My wife found out I was cheating after she found the letters I was hiding.
She got mad and said she’s never playing Scrabble with me again.
A Change of Style
Two men were changing in the locker room after a game of tennis. One notices the other one is putting on pair of stockings and suspenders. He says, "When did you start wearing them?" To which the other man replies, "Since my wife found a pair on the back seat of the car."
A guy is talking to his best friend. He tells him, "I haven't made love with her for a month. She's carrying a strange virus that can leave me deaf if I have any sort of sexual intercourse with her."
The friend replied, "Talk louder man, I can't hear a thing you're saying."
Magnussen goes to a marriage counselor and says, "My wife isn't as much fun as she used to be."
The marriage counselor says, "Do you still enjoy a roll in the hay?"
Magnussen says, "As much as the next fellow."
The counselor says, "Maybe between you and the next fellow, she's exhausted."

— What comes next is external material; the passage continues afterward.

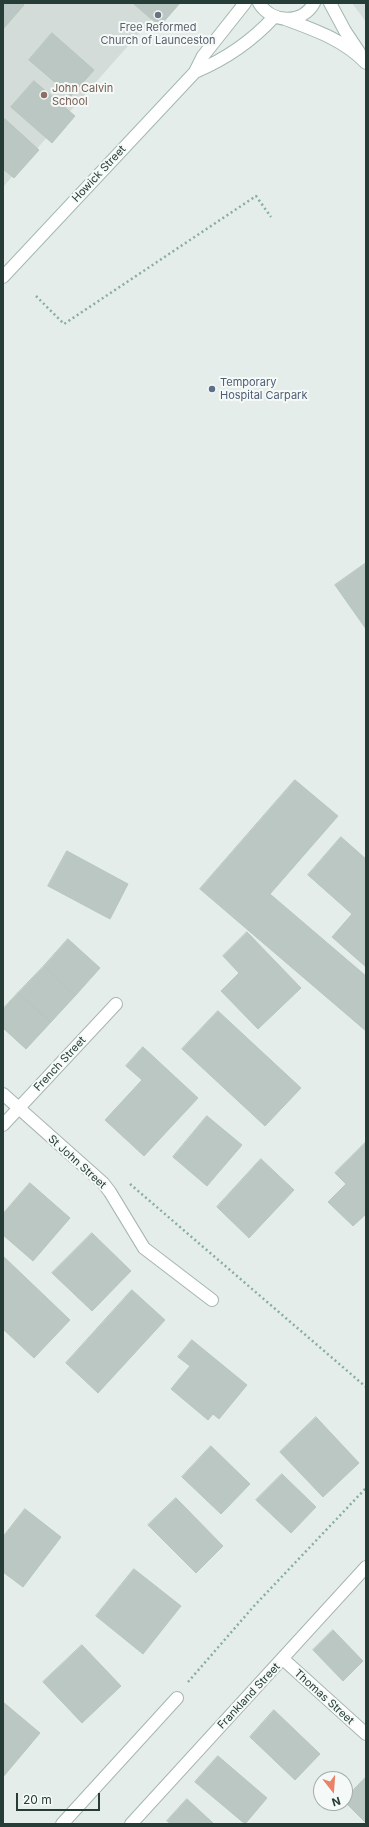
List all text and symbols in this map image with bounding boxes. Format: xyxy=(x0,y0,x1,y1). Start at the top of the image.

This guy took his nymphomaniac wife to the sex therapist for treatment. "This is one hot potato of a lady, doctor," he said, "Maybe you can do something for her? She goes for any man, any age, any time, anywhere and it is just driving me crazy with jealousy."
"We'll see," the therapist said. He directed the wife into his examining room, closed the door behind her, and told her to get undressed. Then he told her to get up onto the examining table on her stomach. The moment he touched her buttocks, she began to squirm and moan. It was too much for him to resist, so he climbed up on top of her and began screwing her. The husband suddenly hears the moans and groans coming from the examination room. Very suspicious, he bursts into the room and is confronted by the sight of the doctor astride his wife and banging away.
"Doctor, what are you doing?!?" he asked. Flustered, the therapist replied,
"Oh, it's you! I'm only taking your wife's temperature!" The husband pulled out a large pocket knife and began to hone it deliberately on his sleeve.
"Well, doc," he said, "when you take that thing out, it better have numbers on it!"